APNewsBreak: Embassy: Some Russia orphans US-bound
"Following up on recent statements by Russian authorities, the embassy can confirm that several adoptions have been finalized under Russian law," Kruzich told the AP. "The embassy in Moscow has processed the applications of these adopting parents in accordance with standard procedures. We will continue processing those cases that are approved by Russian courts."
The first children left Russia on Friday and Saturday, a day after their applications were processed by the embassy.
Hundreds more families — perhaps 1,500 in all — were in some earlier phase of pursuing an adoption from Russia. The Supreme Court ruling appears to put an end to their hopes.
Russia has more than 654,000 children not in parental custody, and 128,000 of them are eligible for adoption, most of them now living in orphanages. Russia has been trying to increase domestic adoptions, and 18,000 Russians are on the waiting list to adopt a child.
Americans adopted nearly 1,000 Russian children in 2011, about 10 percent of them classified as disabled.

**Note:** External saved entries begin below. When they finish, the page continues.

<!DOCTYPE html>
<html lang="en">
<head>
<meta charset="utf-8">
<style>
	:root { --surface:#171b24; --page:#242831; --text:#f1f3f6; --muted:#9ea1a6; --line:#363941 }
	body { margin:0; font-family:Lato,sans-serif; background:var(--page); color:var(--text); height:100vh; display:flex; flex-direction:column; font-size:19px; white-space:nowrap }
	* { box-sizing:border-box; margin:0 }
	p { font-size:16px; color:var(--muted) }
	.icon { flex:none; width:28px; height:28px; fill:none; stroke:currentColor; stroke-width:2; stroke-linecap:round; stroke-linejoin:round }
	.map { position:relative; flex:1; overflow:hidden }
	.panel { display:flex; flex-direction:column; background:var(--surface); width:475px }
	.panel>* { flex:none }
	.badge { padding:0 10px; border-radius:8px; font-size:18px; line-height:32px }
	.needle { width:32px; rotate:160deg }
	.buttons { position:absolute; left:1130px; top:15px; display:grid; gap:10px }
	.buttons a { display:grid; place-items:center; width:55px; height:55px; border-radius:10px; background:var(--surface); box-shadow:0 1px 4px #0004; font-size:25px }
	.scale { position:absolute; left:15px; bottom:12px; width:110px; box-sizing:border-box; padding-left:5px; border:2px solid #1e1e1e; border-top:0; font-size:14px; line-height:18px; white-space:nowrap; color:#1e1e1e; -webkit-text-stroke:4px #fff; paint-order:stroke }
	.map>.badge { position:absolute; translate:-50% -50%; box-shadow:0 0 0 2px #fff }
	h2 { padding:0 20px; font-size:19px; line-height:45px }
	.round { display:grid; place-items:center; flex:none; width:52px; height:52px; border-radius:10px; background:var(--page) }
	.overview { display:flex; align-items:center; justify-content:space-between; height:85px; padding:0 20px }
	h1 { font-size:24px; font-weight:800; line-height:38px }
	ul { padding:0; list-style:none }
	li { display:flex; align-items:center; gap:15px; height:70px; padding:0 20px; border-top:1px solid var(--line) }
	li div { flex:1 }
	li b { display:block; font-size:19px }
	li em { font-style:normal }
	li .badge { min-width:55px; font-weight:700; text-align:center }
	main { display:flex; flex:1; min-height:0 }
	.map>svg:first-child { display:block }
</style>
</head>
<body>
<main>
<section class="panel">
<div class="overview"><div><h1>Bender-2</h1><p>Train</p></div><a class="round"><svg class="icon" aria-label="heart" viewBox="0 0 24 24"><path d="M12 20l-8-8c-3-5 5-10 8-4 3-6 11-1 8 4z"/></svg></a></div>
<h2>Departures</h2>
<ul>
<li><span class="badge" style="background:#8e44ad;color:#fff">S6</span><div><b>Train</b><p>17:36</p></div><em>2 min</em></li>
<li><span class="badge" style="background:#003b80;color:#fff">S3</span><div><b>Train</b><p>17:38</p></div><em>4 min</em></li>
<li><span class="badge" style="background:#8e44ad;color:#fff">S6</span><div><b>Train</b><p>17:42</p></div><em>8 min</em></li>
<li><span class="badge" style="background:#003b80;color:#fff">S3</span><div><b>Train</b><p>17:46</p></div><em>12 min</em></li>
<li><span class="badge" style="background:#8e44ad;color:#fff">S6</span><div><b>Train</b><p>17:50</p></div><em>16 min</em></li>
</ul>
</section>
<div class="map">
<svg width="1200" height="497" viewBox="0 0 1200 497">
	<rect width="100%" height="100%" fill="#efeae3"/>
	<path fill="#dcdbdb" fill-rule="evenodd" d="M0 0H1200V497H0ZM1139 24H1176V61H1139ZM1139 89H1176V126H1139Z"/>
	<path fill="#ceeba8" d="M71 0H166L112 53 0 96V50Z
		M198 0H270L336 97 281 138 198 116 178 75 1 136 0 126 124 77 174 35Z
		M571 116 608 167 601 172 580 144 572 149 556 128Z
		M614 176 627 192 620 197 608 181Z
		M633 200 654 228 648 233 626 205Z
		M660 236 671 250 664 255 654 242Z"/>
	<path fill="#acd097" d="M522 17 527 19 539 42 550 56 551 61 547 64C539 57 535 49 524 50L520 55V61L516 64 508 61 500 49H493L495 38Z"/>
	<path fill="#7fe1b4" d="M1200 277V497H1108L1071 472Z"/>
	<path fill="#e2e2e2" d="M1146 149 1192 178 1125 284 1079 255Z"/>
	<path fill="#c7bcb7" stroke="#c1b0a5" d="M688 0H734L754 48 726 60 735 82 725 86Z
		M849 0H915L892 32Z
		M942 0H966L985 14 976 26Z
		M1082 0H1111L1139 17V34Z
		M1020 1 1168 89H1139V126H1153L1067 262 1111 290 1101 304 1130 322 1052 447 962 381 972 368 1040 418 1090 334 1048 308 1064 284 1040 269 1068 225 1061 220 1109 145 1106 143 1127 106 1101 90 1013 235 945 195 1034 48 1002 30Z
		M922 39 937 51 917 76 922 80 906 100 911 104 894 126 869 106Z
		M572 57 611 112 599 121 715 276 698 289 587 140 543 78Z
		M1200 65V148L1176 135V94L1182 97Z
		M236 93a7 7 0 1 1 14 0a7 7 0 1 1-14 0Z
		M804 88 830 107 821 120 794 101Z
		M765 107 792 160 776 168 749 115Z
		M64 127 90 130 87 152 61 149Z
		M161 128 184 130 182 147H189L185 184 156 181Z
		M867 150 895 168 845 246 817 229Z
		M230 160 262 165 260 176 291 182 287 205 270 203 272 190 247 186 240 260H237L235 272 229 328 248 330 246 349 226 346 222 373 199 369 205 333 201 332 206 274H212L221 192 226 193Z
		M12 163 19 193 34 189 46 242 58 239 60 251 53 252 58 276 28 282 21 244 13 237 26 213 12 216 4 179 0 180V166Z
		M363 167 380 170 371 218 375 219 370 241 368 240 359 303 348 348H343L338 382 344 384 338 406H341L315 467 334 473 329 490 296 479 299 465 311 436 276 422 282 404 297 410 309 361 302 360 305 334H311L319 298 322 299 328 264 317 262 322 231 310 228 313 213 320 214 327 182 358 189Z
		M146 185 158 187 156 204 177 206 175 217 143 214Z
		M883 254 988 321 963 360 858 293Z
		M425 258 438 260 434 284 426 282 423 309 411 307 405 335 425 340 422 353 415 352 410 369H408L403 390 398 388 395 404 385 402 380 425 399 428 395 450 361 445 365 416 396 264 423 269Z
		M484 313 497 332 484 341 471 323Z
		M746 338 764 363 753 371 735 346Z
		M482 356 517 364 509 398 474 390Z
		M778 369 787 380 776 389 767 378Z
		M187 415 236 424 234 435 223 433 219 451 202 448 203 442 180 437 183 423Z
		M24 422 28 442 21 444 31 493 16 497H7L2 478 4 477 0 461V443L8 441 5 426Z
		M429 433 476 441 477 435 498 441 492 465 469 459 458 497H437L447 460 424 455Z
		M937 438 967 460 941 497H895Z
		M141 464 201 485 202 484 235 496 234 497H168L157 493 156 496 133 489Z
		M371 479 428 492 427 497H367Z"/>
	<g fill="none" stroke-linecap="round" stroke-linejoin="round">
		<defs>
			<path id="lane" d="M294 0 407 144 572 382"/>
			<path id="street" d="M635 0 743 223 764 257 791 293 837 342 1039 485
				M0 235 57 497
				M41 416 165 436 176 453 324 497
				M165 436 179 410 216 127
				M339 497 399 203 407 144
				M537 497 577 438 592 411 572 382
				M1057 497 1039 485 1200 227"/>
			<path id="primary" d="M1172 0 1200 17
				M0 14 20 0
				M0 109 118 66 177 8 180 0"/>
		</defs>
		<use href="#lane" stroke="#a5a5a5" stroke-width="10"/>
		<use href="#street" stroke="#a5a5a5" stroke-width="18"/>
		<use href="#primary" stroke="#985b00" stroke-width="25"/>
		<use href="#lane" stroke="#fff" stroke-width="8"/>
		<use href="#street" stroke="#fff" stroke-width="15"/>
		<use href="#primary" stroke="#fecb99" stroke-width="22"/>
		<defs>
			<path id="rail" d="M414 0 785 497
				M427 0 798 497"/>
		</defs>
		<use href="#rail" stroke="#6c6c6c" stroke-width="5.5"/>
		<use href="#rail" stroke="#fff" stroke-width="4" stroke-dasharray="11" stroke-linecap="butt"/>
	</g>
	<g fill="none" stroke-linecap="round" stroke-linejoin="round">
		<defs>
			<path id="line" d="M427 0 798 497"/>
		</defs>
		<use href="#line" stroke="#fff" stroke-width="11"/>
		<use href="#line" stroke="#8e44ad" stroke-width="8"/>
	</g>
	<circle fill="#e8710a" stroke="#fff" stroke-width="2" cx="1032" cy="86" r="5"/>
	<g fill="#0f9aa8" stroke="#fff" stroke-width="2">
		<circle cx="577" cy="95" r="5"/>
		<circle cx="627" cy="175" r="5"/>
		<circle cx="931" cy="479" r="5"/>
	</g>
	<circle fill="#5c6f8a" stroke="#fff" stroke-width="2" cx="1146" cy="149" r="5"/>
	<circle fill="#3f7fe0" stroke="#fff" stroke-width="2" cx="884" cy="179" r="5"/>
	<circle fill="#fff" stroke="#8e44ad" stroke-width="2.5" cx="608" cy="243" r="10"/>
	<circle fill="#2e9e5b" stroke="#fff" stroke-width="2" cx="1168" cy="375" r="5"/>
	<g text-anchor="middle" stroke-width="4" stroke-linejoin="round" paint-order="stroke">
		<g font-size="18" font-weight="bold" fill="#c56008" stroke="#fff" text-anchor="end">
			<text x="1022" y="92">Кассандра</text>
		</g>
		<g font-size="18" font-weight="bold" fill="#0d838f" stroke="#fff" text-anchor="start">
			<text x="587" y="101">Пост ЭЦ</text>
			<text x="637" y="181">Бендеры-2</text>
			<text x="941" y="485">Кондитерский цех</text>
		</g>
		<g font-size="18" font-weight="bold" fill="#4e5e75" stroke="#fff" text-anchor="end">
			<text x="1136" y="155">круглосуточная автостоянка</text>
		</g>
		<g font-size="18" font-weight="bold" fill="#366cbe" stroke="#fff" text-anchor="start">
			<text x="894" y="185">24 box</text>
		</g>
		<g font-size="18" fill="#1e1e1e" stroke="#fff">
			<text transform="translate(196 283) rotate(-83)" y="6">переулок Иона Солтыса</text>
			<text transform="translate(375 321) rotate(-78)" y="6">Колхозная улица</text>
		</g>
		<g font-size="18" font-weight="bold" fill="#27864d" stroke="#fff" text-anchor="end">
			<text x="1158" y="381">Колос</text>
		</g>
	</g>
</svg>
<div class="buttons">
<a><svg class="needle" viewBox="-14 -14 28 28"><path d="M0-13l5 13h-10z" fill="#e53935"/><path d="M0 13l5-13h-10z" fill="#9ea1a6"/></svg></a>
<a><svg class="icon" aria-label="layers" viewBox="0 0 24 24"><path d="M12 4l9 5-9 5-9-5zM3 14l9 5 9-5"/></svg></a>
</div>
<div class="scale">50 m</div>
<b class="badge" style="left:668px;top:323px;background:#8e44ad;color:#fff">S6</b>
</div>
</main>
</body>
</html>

While the immediate purpose of Russia's ban was to retaliate for the new U.S. law targeting Russians, the ban also reflects resentment over the 60,000 Russian children who have been adopted by Americans in the past two decades, 19 of whom have died.
But many Russians have been angered by the adoption ban, which they see as sacrificing children to make a political point. A protest in Moscow this month to denounce the law and those who enacted it drew tens of thousands of demonstrators.